Tokenizer fertility 4–7×. A single word encodes a full sentence. Vocabulary extension is mandatory. FST morpheme segmentation is essential — standard BPE treats the polysynthetic word as an opaque unit and fails.

Tone (Yoruba, Vietnamese, Hausa, Mandarin, Igbo)

Diacritic preservation is non-negotiable. Tone distinctions are lexical — different words, not pronunciation variants. Any pipeline that strips diacritics from these languages is corrupting the training data, not cleaning it.

Root-and-Pattern Morphology (Arabic, Hebrew, Amharic)

BPE captures Arabic roots poorly. The trilateral root system means surface forms that look unrelated share a root (k-t-b: kataba "he wrote", kitāb "book", kātib "writer"). Morphological pre-processing or root-aware tokenization is recommended.

Agglutination (Turkish, Finnish, Hungarian, Korean, Swahili Bantu noun class)

Morphemes concatenate as distinct units. Tokenizer fertility 2–4×. UniMorph paradigms + SIGMORPHON segmenters help significantly. Standard BPE has higher fertility than necessary but does not fundamentally fail the way it does for polysynthetic languages.

Ergative-Absolutive Alignment (Basque, many Caucasian, Tibetan, many Indigenous Americas)

Subject and object roles are inverted compared to nominative-accusative languages.

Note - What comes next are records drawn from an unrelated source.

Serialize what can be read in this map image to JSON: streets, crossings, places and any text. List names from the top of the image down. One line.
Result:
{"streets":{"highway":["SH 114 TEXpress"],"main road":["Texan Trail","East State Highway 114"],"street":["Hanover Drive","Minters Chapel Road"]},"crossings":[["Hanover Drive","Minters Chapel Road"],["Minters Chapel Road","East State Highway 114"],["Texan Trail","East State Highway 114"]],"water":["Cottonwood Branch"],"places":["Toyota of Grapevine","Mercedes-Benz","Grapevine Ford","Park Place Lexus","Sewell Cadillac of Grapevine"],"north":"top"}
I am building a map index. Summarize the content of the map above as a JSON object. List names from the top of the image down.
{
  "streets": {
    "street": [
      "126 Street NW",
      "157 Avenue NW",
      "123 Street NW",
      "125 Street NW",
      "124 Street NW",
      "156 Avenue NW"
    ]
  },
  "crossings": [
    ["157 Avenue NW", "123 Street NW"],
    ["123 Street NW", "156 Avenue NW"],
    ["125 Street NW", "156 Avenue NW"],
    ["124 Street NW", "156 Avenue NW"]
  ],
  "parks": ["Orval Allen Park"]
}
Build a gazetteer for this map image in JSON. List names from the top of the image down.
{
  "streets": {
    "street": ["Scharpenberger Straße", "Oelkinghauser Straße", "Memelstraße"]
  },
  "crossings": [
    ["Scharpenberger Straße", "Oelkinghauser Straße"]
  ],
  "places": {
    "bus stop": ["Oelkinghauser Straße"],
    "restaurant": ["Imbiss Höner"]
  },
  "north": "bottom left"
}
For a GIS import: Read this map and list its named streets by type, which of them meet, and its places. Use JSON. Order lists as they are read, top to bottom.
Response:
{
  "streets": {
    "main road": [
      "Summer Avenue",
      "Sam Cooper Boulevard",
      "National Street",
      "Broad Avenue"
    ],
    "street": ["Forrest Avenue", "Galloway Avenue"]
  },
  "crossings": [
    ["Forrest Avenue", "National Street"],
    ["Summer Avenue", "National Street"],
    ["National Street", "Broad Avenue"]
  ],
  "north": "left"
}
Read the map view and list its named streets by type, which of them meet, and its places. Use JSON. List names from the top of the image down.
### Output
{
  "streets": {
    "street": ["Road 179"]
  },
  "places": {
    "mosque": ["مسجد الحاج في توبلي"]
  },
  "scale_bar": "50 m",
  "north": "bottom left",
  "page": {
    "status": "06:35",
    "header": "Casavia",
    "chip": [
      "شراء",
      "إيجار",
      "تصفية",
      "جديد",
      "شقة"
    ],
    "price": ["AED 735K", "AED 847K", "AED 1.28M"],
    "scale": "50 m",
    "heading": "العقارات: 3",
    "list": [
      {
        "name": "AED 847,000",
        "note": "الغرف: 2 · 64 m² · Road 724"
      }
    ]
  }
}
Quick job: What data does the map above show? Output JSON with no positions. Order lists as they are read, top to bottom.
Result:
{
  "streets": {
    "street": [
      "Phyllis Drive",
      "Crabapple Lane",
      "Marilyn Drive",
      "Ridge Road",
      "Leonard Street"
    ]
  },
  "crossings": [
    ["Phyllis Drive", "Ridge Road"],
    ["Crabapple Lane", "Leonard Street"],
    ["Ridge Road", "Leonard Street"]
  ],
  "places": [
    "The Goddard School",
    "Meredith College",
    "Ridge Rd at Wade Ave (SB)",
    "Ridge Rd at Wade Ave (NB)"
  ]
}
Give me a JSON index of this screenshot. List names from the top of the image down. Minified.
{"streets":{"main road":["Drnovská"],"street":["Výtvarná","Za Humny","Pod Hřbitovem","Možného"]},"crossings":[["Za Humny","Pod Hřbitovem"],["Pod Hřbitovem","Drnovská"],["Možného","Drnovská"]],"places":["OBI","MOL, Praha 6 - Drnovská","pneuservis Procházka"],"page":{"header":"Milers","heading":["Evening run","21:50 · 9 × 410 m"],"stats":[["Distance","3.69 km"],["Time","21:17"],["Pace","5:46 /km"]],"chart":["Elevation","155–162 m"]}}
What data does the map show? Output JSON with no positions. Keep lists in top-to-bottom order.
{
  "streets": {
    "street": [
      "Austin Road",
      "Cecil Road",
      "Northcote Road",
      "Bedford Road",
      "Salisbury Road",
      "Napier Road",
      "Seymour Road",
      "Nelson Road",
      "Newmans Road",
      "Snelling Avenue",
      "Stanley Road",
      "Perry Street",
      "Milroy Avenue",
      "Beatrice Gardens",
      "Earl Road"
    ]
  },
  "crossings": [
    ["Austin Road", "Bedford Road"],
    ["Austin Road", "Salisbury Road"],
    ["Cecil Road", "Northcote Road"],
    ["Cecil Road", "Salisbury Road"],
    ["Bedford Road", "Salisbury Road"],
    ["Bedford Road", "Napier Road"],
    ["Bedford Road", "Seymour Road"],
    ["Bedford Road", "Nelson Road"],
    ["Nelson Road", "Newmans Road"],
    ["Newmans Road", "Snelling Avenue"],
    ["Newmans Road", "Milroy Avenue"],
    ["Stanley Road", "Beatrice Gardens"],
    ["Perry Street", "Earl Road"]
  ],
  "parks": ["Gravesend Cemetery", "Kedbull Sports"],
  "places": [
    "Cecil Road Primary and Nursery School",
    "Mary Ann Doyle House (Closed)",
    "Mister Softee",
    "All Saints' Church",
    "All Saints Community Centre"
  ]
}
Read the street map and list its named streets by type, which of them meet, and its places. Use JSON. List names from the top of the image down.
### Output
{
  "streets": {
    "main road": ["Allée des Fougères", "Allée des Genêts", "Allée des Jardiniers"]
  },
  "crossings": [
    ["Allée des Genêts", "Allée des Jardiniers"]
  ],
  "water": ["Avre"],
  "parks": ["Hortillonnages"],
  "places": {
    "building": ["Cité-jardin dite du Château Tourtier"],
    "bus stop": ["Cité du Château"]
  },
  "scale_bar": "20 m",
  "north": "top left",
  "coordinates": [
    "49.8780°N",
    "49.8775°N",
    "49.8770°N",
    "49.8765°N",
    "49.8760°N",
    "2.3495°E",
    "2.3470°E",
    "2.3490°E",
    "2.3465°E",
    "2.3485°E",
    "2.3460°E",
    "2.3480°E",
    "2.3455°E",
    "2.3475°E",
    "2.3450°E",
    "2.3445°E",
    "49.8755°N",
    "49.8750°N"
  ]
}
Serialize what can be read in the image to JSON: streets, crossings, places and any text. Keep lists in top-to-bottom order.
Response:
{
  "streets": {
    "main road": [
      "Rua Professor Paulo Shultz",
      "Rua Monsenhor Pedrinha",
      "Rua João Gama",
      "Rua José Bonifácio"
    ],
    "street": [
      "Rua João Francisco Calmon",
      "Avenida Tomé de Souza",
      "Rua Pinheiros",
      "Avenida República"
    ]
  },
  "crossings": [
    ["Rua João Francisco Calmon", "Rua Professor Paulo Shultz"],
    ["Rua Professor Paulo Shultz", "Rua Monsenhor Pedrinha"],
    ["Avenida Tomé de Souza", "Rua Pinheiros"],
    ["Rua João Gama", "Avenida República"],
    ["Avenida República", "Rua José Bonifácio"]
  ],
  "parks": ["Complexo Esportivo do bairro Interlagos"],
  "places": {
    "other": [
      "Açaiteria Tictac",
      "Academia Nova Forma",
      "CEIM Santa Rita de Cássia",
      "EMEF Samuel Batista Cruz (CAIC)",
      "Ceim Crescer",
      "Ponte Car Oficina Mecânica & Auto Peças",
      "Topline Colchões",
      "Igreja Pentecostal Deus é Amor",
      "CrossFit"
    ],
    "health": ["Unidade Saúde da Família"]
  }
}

English-trained parsers handle ergative-absolutive poorly — parser F1 on Basque is misleading because the underlying role assignment is wrong for English-style subject detection.

Evidentiality (Quechua, Tibetan, many Turkic)

Verbs grammatically encode the source of information (direct witness vs hearsay vs inference). Translation systems silently drop evidential distinctions — the generated translation is grammatical but loses crucial information. Targeted eval probes are needed.

Databases Used

DatabaseCoverageWhat It Provides
WALS (World Atlas of Language Structures)2,662 languages192 structural features; per-language entries
Grambank2,467 languages195 features; more recent + broader coverage
URIEL / lang2vecThousands of languagesCombined feature vectors; distance computation
Glottolog8,000+ languagesLanguage catalog, genealogy, geographic data

Limitations

URIEL distances are heuristics — they predict transfer success with high variance. Always note uncertainty:

  • URIEL coverage is uneven; many Class 0–1 languages have partial or estimated vectors
  • Typological distance predicts structural transfer; it does not predict data-domain transfer
  • A language with low URIEL distance but only liturgical data may still produce poor transfer for general-domain tasks

linguistic-scope always presents transfer recommendations with explicit uncertainty bounds. Never present URIEL distances as deterministic predictions.